Siliciclastic post-rift Molasse sediments were dated by single grain fission track technique. Apatite and zircon grain-age-spectra refer to the composition of the eroding areas at the time of deposition. Prior to the exhumation and erosion of the lower structural unit only detritus of 'old' ages from the hangingwall was transported to the basins. In higher members of the stratigraphic sequence appear the freshly cooled particles from the lower unit which reveal FT ages close to the depositional age. When the young group of ages becomes distinguishable and the cluster can be characterised by its own age we can calculate the cooling rate for the thermal range below the apatite closure temperature considering the depositional age of the sediment.
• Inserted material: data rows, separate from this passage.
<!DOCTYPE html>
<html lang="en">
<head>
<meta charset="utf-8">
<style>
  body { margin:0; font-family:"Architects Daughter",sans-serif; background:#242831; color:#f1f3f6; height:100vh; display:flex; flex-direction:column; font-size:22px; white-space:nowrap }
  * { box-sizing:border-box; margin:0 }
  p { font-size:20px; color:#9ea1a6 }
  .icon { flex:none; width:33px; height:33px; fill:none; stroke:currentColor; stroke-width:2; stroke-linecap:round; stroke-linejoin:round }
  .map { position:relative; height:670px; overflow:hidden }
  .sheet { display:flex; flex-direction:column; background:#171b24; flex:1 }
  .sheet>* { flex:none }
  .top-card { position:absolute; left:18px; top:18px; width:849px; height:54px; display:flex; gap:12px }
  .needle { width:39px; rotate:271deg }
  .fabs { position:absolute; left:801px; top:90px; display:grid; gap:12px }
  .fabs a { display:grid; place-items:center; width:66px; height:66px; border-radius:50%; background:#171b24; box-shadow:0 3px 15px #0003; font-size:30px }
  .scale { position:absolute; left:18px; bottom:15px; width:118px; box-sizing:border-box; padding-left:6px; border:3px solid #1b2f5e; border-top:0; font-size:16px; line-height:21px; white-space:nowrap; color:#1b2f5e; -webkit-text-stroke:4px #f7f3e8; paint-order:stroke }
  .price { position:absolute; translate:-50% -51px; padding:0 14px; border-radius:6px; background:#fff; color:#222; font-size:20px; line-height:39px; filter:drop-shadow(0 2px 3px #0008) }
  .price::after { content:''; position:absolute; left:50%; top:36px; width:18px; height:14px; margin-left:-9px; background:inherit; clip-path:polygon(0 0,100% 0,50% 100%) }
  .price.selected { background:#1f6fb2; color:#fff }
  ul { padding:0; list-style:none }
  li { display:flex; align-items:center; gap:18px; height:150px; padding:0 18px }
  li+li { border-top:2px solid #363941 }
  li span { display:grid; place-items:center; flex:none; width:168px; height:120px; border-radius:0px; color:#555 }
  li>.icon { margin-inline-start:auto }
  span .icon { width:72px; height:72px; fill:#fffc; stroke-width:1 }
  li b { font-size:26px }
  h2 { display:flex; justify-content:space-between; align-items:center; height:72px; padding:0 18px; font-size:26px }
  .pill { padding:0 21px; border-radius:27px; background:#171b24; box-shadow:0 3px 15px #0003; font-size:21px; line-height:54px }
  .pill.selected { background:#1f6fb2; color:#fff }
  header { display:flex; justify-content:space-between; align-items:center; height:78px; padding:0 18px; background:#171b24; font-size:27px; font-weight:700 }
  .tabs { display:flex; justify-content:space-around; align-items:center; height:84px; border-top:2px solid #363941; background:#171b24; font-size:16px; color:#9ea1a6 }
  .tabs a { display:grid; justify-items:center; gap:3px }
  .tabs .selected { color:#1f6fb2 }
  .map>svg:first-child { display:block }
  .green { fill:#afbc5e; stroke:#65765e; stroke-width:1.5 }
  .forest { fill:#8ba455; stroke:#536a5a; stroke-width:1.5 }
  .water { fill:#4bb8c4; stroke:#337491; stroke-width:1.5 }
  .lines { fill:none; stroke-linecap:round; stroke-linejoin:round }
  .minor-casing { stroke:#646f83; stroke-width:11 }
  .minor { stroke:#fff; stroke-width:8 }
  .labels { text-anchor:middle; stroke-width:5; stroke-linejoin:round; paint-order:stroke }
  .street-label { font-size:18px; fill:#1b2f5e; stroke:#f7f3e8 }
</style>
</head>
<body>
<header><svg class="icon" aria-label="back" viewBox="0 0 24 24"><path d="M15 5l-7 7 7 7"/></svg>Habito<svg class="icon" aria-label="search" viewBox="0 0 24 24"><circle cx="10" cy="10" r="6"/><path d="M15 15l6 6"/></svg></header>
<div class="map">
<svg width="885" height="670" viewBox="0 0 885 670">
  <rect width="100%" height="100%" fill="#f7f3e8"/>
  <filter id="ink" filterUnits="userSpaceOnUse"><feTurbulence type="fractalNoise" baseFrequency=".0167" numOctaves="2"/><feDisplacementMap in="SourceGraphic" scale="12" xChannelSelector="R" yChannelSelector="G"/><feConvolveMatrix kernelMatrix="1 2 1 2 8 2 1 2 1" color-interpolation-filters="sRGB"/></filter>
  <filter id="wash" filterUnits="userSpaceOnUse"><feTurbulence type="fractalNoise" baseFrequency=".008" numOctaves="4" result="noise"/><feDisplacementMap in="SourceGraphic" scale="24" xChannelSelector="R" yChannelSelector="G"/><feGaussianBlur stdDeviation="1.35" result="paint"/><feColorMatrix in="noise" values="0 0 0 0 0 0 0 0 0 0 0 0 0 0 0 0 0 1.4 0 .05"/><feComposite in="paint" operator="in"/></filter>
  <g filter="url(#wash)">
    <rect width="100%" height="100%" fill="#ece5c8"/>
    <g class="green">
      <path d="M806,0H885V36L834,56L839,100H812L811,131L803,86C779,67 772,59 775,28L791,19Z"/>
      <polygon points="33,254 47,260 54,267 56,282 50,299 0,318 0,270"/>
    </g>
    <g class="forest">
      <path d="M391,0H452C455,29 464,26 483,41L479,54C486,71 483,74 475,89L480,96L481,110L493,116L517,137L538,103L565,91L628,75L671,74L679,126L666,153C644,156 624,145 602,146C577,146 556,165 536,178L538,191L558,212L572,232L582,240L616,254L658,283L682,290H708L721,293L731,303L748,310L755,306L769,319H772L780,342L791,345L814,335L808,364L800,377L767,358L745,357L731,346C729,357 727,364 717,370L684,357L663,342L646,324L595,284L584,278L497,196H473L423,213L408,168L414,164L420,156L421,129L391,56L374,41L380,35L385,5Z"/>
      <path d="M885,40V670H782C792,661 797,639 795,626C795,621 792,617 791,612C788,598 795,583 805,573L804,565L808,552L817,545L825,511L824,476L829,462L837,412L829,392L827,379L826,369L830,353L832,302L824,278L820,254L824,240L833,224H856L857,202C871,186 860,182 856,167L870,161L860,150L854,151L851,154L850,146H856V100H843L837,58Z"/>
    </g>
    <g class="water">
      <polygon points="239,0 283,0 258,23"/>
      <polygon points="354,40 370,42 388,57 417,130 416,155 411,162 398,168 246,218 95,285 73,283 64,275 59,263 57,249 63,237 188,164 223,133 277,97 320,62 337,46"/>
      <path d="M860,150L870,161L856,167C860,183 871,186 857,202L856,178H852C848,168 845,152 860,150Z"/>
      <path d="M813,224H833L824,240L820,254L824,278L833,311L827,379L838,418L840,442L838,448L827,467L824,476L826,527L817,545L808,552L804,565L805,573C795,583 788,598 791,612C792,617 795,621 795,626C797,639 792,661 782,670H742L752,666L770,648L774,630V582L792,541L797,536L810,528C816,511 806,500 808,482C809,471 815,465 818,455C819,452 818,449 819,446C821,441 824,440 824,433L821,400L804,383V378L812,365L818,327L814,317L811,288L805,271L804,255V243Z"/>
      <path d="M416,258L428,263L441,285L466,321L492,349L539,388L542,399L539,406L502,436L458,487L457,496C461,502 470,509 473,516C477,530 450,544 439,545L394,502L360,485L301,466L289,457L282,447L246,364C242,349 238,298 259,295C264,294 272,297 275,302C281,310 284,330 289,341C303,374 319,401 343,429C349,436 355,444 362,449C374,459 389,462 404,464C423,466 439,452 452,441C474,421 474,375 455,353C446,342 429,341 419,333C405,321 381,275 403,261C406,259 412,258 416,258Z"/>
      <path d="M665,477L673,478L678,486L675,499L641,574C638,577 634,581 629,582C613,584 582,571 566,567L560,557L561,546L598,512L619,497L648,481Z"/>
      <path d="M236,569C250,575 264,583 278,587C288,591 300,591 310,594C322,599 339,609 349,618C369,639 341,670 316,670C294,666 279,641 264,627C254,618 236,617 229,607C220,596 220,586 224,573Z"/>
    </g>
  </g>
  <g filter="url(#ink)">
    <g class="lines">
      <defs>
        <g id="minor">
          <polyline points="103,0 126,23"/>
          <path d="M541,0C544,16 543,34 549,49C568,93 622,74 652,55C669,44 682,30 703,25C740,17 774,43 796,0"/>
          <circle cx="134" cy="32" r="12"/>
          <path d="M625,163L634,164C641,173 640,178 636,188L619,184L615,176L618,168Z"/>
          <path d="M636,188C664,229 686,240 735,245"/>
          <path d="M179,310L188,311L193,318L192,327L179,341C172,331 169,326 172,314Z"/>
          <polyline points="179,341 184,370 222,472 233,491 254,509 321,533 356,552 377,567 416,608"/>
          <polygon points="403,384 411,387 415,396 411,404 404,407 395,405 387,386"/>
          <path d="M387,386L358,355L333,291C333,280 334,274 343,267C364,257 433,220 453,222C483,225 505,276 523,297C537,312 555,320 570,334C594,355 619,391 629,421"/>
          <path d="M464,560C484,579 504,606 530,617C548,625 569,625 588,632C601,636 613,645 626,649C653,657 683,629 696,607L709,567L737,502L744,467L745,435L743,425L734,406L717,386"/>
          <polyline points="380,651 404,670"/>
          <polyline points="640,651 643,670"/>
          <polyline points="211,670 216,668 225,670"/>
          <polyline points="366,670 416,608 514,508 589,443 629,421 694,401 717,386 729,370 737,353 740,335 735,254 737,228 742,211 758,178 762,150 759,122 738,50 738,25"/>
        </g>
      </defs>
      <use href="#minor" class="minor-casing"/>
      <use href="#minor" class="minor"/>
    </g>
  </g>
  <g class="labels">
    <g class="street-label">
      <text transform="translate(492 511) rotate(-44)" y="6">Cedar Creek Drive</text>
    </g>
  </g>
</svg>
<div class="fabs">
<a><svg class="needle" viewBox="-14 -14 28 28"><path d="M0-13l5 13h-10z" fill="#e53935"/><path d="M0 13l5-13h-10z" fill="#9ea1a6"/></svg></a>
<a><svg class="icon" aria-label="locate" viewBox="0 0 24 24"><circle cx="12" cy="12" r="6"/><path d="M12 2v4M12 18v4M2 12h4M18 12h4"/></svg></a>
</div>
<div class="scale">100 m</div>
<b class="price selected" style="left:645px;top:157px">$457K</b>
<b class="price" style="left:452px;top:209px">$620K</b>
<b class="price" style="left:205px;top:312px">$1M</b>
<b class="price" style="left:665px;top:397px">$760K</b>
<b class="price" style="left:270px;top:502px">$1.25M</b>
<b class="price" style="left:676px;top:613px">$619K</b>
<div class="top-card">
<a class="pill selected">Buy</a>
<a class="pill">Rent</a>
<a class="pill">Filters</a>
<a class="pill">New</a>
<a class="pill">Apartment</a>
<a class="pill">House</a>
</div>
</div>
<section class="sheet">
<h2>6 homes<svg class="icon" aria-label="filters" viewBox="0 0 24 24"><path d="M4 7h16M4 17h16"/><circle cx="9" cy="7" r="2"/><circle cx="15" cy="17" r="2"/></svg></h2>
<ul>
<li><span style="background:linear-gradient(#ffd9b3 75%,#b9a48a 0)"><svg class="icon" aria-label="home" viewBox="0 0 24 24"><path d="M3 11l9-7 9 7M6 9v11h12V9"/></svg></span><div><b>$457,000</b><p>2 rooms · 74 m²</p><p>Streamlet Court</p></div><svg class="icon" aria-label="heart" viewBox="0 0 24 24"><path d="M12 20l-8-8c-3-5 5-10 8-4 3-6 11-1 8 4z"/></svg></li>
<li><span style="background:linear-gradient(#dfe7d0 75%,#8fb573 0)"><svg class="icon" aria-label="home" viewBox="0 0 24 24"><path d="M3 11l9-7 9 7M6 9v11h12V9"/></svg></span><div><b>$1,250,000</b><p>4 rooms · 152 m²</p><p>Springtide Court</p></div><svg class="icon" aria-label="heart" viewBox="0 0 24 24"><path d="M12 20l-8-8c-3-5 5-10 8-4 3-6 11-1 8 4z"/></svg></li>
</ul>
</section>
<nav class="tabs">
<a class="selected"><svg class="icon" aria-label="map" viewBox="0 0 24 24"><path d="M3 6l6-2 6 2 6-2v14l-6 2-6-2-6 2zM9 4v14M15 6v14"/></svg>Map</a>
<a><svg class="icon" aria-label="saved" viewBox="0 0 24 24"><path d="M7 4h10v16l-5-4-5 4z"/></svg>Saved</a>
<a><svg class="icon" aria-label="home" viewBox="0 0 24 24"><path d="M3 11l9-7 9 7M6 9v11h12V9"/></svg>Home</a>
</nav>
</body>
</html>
The East Alpine sediments at the age of deposition contained ~4 million years old grains, while the sediments from the surroundings of the Pannonian metamorphic core complexes show more contrast (~12 Ma). It means that in the zone of active Alpine thrusting the fast cooling rate (due to uplift) had continued after the 'check point' of the closure thresholds of apatite, while in the Pannonian basin it had slowed down. The cooling rates of the final uplift (from the closure T to the surface) were 25-30 °C/Ma and ~9 °C/Ma respectively. On this base it is possible to conclude on the paleo-relief. In the Middle Miocene the western part of the Eastern Alps were already a high mountain chain while the Pannonian core complexes were forming a relative flat, humpy landscape.
Cerveny et al., In New perspectives in basin analysis (ed. Kleinspech & Paola) (1988).
Frank et al., In Geodynamics of the Eastern Alps, (ed. Flügel & Faupl) 270-281 (1987).
Ratschbacher et al., Geology 17, 404-407 (1989).
Staufenberg, Jb. Geol. B.-A. (Wien) 130, 571-586 (1987).